In the next blog post, “Collagenase is a critical process parameter for human islet isolation,” I will summarize results from a recent paper from the University of Louisville group that provides a new perspective on how collagenase dose may affect islet function.

References

  1. Collaborative Islet Transplant Registry 2016; 9th Annual Report. http://www.citregistry.org.
  2. Balamurugan AN, Breite AG, Anazawa T, Loganathan G, Wilhelm JJ, Papas KK, et al. Successful human islet isolation and transplantation indicating the importance of class 1 collagenase and collagen degradation activity assay. Transplantation. 2010;89(8):954-61.
  3. Green ML, Breite AG, Beechler CA, Dwulet FE, McCarthy RC. Effectiveness of different molecular forms of C. histolyticum class I collagenase to recover islets. Islets. 2017:e1365996.
  4. McCarthy RC BA, Green ML, Dwulet FE. Tissue dissociation enzymes for isolating human islets for transplantation: Factors to consider in setting enzyme acceptance criteria. Transplantation. 2011;91:137-45.
  5. McCarthy RC, Spurlin B, Wright MJ, Breite AG, Sturdevant LK, Dwulet CS, et al. Development and characterization of a collagen degradation assay to assess purified collagenase used in islet isolation. Transplantation proceedings. 2008;40(2):339-42.
  6. Balamurugan AN, Loganathan G, Bellin MD, Wilhelm JJ, Harmon J, Anazawa T, et al. A new enzyme mixture to increase the yield and transplant rate of autologous and allogeneic human islet products. Transplantation. 2012;93(7):693-702.

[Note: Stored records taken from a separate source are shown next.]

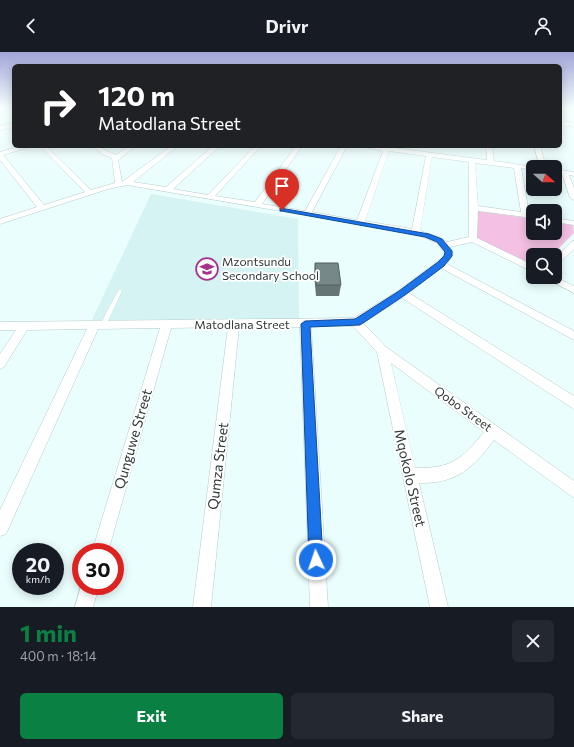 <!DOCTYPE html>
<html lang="en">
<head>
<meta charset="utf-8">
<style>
	:root { --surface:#171b24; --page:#242831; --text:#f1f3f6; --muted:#9ea1a6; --accent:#0b8043 }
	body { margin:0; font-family:Commissioner,sans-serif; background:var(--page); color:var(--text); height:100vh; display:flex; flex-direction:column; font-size:15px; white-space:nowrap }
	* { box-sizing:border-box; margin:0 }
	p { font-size:13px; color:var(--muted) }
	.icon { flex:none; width:22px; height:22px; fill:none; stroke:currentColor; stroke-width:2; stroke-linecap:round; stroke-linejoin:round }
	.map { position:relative; height:555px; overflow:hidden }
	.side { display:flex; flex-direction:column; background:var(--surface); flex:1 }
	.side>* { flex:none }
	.banner { position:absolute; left:12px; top:12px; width:550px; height:84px; border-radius:6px; box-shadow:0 2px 10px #0003; background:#202124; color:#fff; overflow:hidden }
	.needle { width:26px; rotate:111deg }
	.buttons { position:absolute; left:526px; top:108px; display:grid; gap:8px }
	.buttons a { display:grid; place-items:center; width:36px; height:36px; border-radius:6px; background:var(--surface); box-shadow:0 2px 10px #0003; font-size:20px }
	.speed { position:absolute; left:12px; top:491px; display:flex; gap:8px; font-size:20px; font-weight:700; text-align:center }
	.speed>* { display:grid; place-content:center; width:52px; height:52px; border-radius:50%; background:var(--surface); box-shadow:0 2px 10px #0003; line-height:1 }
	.speed small { font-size:10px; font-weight:400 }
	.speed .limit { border:6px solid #d22; background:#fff; color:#111 }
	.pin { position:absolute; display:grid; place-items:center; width:34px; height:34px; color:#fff; margin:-41px -17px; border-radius:50% 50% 50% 0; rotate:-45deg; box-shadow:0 0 4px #0007 }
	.pin .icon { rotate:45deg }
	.me { position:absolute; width:44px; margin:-22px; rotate:357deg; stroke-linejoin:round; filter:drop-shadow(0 0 3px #0008) }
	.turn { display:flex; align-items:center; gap:14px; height:84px; padding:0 20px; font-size:18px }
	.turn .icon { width:52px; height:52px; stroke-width:2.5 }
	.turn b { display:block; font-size:28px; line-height:34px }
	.round { display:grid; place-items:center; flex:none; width:42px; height:42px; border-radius:6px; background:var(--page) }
	.overview { display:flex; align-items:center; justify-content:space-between; height:68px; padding:0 20px }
	h1 { font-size:24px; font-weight:700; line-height:30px; color:var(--accent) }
	.action { display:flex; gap:8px; margin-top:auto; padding:8px 20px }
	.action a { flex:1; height:46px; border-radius:6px; background:var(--accent); color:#fff; font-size:16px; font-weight:700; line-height:46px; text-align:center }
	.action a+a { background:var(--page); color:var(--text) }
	header { display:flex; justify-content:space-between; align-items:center; height:52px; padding:0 20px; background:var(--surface); font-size:18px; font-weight:700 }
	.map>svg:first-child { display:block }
</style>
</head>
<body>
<header><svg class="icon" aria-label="back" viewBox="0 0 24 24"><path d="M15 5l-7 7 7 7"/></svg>Drivr<svg class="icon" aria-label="person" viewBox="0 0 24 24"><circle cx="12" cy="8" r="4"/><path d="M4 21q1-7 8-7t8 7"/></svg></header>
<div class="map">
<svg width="574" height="555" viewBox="0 0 574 555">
	<rect width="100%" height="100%" fill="#e9fefd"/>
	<!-- built -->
	<path fill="#d5f3f2" d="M151 142 298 167 299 269 92 268Z"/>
	<!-- green -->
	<path fill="#f4c0e3" d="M478 159 533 167V181H555V171L573 173 574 181 552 203H533V214L477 186Z"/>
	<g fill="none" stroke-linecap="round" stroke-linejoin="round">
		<!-- lane casing -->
		<g stroke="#b7cbca" stroke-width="0.5">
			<path id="lane" d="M560 60 574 62V64L560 62Z
				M120 237 122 239 106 273 105 274H101L100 273 118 239Z"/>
		</g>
		<!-- street casing -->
		<g stroke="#b7cbca" stroke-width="1">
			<path id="street" d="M4 56H10L14 61V66Z
				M560 69 574 71V75L560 73Z
				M14 71V75L0 78V74Z
				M23 94H33L3 103 44 153 85 140 40 94H46L91 138 115 131 112 106 104 103 92 94C101 94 107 100 116 103L129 94H136L118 108 122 130 171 94H178L133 130 166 135 213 94H220L173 137 208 143 255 94H261L215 144 255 150 296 94H302L262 152 305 159 341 94H347L312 160 357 168 383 99 358 94 387 95 487 108 486 94H492L494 109 535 115H533V118L521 116 529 161 533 162V166L478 159 477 186 533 213V220L472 190 450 195 453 202 447 212 574 279V288L441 216 409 241 574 344V357L402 246 363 271 386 295 574 429V446L494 388C473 416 456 432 419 431L448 555H430L377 300 353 274H311L328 555H310L300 275H239L211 555H193L228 275 171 276 108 500H92L160 276 98 277 6 482 0 484V458L87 277 27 278 4 315 0 317V302L16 278H0V270L354 266 398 239 442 206 445 202 437 191 416 182 127 133 108 137 0 172V167L37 155 0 108V100ZM389 99 426 104 412 177 365 169ZM432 105 469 110V185L447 190 439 185 420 179ZM475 111 514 116 521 160 478 154ZM391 311 484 380C462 407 451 417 415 416Z
				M534 94H540L546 115H540Z
				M555 117 574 120V124L569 123 574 136V148L570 146 562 122 555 121Z
				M555 166 574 169V173L555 170Z
				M574 189V197L558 213 555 214V206L571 190Z
				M543 225H555L574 234V241Z
				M81 534H99L93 555H75Z"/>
		</g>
		<!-- lane -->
		<use href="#lane" fill="#fff" fill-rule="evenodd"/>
		<!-- street -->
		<use href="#street" fill="#fff" fill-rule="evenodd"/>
	</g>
	<!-- wall -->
	<path fill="#657575" d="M315 211 341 233 339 244H316L314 222Z"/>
	<!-- building -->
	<path fill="#768888" stroke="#535f5f" d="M315 211H338L341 233H316Z"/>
	<!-- sky -->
	<linearGradient id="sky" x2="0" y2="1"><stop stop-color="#a1a4d8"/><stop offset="0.42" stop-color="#f5fffe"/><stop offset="1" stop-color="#f5fffe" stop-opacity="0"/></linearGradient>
	<rect width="574" height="134" fill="url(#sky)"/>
	<!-- route -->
	<path fill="#1a73e8" stroke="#114b97" d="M280 156 429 182 442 187 452 199V204L444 214 405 243 360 273 310 275 323 508 321 513 316 515 311 513 309 508 301 272 305 269 355 267 399 239 438 210 444 204 445 200 437 190 425 185 282 159H280Z"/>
	<!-- icons -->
	<defs>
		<g id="school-ring" transform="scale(1.15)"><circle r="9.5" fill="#fff" stroke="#a6328b" stroke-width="1.5"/><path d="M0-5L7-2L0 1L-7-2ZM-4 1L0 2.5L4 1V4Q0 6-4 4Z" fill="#a6328b"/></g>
	</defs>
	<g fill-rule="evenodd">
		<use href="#school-ring" x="207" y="217"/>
	</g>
	<g text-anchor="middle" stroke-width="3.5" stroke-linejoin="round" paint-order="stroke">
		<!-- poi labels -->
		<g font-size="12" fill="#303838" stroke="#fff" text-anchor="start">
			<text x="222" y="214">Mzontsundu<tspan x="222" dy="14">Secondary School</tspan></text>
		</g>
		<!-- street labels -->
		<g font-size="12" fill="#303838" stroke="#fff">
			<text x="242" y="277">Matodlana Street</text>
			<text transform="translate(463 357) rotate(36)" y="4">Qobo Street</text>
		</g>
		<!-- near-street labels -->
		<g font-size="14" fill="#303838" stroke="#fff">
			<text transform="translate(133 387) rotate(-74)" y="5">Qunguwe Street</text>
			<text transform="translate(218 414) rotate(-83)" y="5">Qumza Street</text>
			<text transform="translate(410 426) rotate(77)" y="5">Mqokolo Street</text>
		</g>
	</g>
</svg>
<div class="buttons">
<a><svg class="needle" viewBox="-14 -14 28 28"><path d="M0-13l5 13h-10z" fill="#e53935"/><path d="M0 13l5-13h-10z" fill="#9ea1a6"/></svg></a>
<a><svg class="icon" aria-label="sound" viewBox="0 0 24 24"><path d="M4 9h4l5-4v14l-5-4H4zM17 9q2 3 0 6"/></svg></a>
<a><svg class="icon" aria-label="search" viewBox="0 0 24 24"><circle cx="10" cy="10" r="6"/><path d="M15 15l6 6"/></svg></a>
</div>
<div class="speed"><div>20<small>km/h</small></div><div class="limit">30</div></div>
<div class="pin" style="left:282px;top:158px;background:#d93025"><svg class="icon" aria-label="arrive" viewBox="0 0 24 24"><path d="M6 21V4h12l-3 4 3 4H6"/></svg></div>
<svg class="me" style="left:316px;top:508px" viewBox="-20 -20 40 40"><circle r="17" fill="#1a73e8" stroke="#fff" stroke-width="3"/><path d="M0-11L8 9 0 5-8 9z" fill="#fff"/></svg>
<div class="banner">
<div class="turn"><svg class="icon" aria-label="right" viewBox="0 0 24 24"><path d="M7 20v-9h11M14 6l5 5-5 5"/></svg><div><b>120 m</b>Matodlana Street</div></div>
</div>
</div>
<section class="side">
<div class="overview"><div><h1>1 min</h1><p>400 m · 18:14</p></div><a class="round"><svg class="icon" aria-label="close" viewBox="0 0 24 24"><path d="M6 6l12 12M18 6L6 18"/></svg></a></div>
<div class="action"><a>Exit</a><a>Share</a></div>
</section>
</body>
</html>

  7. McCarthy RC. Does collagenase truly deserve top billing as the key enzyme for isolating primary cells? 2017 [Available from: https://www.vitacyte.com/news/does-collagenase-truly-deserve-top-billing-as-the-key-enzyme-for-isolating-primary-cells/.
  8. Kin T, Zhai X, Murdoch TB, Salam A, Shapiro AM, Lakey JR. Enhancing the success of human islet isolation through optimization and characterization of pancreas dissociation enzyme. American Journal of Transplantation. 2007;7(5):1233-41.